The district judge decided in favor of the defendant. The Court of Appeals reversed the judgment and decided in favor of the plaintiffs. The case is before us on a writ of review sued out by the defendant.

William Johnson and Elizabeth Lee were slaves belonging to Ben Metoyer, late of the parish of Natchitoches. According to the allegations of the petition, William and Elizabeth were married about 1851, and four children were born to them, the last about 1855.

In 1864, during Banks’ Red River Expedition, William and other slaves were sent into Texas. Elizabeth and her children remained on the plantation and followed the Federal army on its retreat after the battle of Mansfield. She remained in New Orleans and vicinity several years. She returned to Natchitoches in 1868, and found William living with one Neonie, bom free of" colored parentage. Elizabeth in 1869 married Baptiste, a fellow ex slave, and the parties lived together until the death of Baptiste early in the year 1906. William married Neonie in 1870, and they lived together until his death in January, 1894.

It appears that William informally adopted Onezime Raphael, the defendant, as his son. By his last will and testament William instituted his wife, Neonie, and Onezime, as his universal legatees. William’s estate consisted mainly of 120 arpents of land which belonged to the community existing between him and Neonie. After his death his widow donated her interest in a certain one-half of the land to Onezime, and by a subsequent amicable partition he became the owner of the 60 arpents in dispute.

After April, 1864, William and Elizabeth never lived together, and never claimed each other as husband and wife; but on the contrary, both of them married other persons. Hence, if plaintiffs’ contention be true, both of their parents committed bigamy.

Elizabeth Baptiste, 80 years of age, testified on the trial of the case. She does not testify that she and William were ever married formally or informally, hut says, “We took up together as man and wife” with the consent of their master and mistress. Elizabeth admits that before she took up with William she had had a child by another man, and other evidence identified this man as Baptiste, who accompanied her to New Orleans, and whom she married in 1869. Elizabeth states that this was the only time she married. William had children by three or four other women, and one witness testified that he “took up” with these women after he had lived with Elizabeth.
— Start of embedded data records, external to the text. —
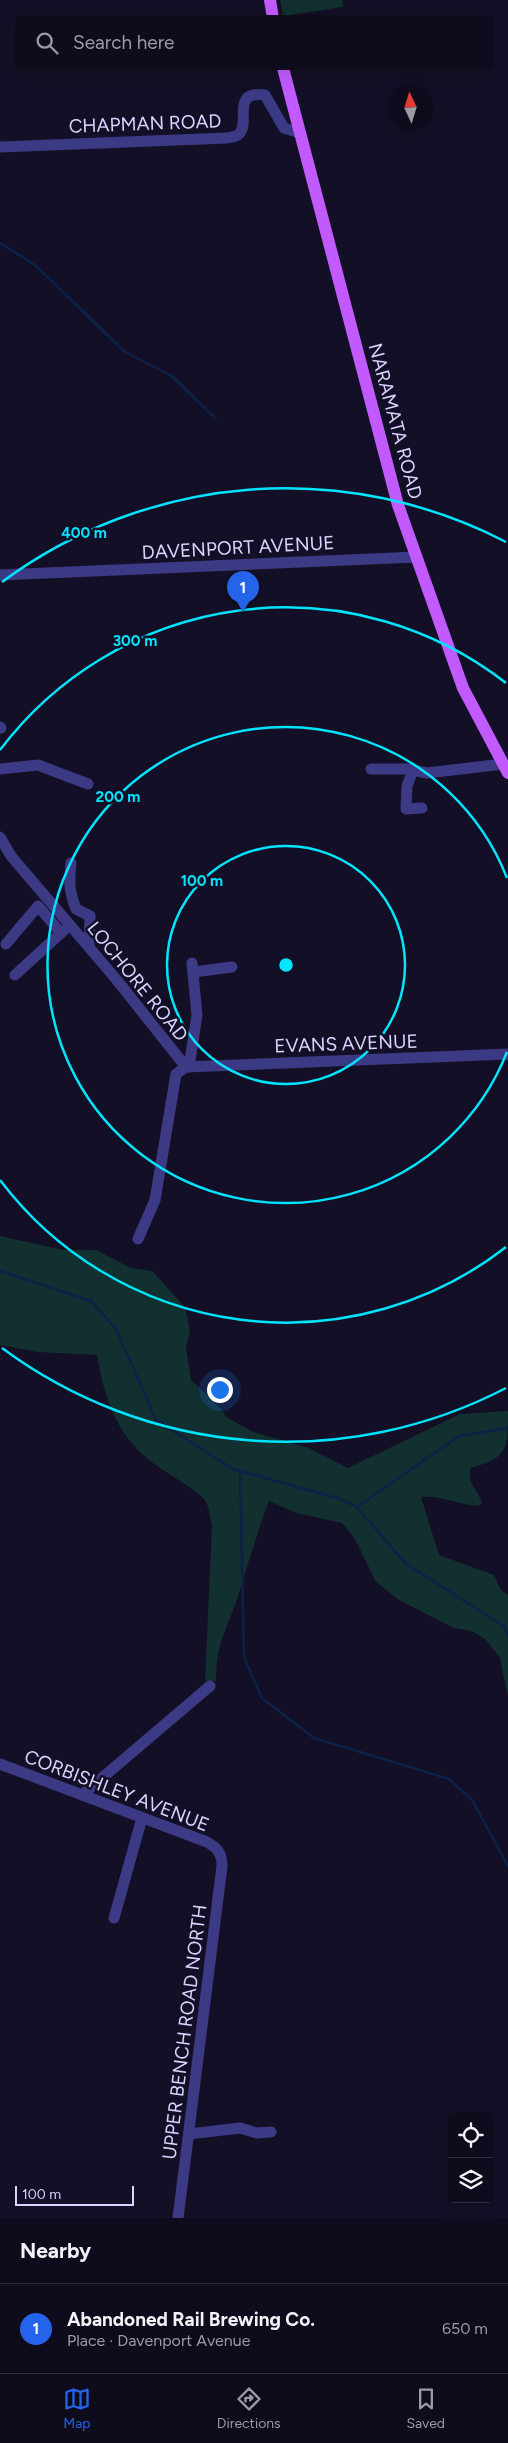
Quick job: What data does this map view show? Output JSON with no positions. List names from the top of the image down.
{
  "streets": {
    "main road": ["NARAMATA ROAD"],
    "street": [
      "CHAPMAN ROAD",
      "DAVENPORT AVENUE",
      "LOCHORE ROAD",
      "EVANS AVENUE",
      "CORBISHLEY AVENUE",
      "UPPER BENCH ROAD NORTH"
    ]
  },
  "crossings": [
    ["CHAPMAN ROAD", "NARAMATA ROAD"],
    ["NARAMATA ROAD", "DAVENPORT AVENUE"],
    ["LOCHORE ROAD", "EVANS AVENUE"],
    ["CORBISHLEY AVENUE", "UPPER BENCH ROAD NORTH"]
  ],
  "scale_bar": "100 m",
  "north": "top",
  "page": {
    "search": "Search here",
    "pins": "1",
    "scale": "100 m",
    "heading": "Nearby",
    "list": [
      {
        "mark": "1",
        "name": "Abandoned Rail Brewing Co.",
        "note": "Place · Davenport Avenue",
        "value": "650 m"
      }
    ],
    "nav": ["Map", "Directions", "Saved"]
  },
  "rings": [
    "400 m",
    "300 m",
    "200 m",
    "100 m"
  ]
}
If cohabitation with the consent of the master constituted marriage, it might well happen that a man slave might have had several living wives and a woman slave several living husbands.
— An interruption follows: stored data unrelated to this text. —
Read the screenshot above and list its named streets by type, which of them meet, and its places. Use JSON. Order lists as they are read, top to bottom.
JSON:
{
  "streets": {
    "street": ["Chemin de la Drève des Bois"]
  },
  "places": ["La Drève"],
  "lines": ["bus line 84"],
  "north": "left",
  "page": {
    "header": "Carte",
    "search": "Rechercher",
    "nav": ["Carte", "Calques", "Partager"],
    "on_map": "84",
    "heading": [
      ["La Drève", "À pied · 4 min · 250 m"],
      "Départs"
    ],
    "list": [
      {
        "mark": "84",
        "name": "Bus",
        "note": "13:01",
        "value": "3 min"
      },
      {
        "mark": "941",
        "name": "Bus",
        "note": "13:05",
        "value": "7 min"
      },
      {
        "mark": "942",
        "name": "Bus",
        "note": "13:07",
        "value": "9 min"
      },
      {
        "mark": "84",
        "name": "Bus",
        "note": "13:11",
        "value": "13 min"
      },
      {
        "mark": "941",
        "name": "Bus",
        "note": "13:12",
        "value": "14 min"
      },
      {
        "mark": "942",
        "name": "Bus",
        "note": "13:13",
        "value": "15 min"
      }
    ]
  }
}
In 1868 the Legislature passed an act to legalize all private or religious marriages contracted in this state prior to the passage of the act, and extended the' benefit of its provisions to any parties who had lived together as man and wife, and who desired to contract a legal marriage, provided, however, that the parties, within two years from the date of the act, should by authentic act make a declaration of their marriage, the date on which it was contracted, the names, sex, and ages of the children born of said marriage, *971acknowledging s'aid children as their legitimate offspring, etc. See Act 18G8, p. 278, No. 210; Rev. St. 1870, §§ 2212-2216.
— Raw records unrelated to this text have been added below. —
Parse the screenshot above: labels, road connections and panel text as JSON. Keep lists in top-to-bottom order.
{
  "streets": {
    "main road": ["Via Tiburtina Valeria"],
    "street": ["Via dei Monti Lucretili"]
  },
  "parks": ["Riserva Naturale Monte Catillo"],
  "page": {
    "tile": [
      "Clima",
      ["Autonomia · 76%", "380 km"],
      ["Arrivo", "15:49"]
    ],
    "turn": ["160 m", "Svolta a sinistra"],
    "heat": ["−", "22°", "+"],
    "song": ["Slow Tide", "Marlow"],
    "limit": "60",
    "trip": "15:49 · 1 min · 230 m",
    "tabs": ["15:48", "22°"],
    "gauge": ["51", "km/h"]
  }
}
Neither William nor Elizabeth manifested any desire to avail themselves of the benefit of this curative act.

The Court of Appeal virtually held that the consent of the master and the consent of the parties, coupled with cohabitation, constituted a valid marriage and fixed the rights of the children as legitimate heirs.

The court cited article 182 of the Civil Code of 1825, which reads as follows:

“Slaves can not marry without the consent of the master, and their marriages do not produce any of the civil effects which result from such a contract.”

In the case of Girod v. Lewis, 6 Mart. (O. S.) 559, decided in 1819, it was held that the marriage of a slave on his emancipation “produces all the effects which result from such a contract among free persons.” In that case there was “a contract of marriage, legal and valid by the consent of the master and moral assent of the slave.”

In Pierre v. Fontenette, 25 La. Ann. 617, it was held that the slave marriage must have existed at the time the emancipation took place. In that case the alleged slave husband had died prior to emancipation.

In Succession of Henry Pearce, 30 La. Ann. 1168, two slaves, with the consent of their masters and in presence of a large assemblage, were “married by a minister of the Gospel of their class, and lived as man and wife, and so acknowledged by all who knew them, until the death of Henry Pearce, in 1875.”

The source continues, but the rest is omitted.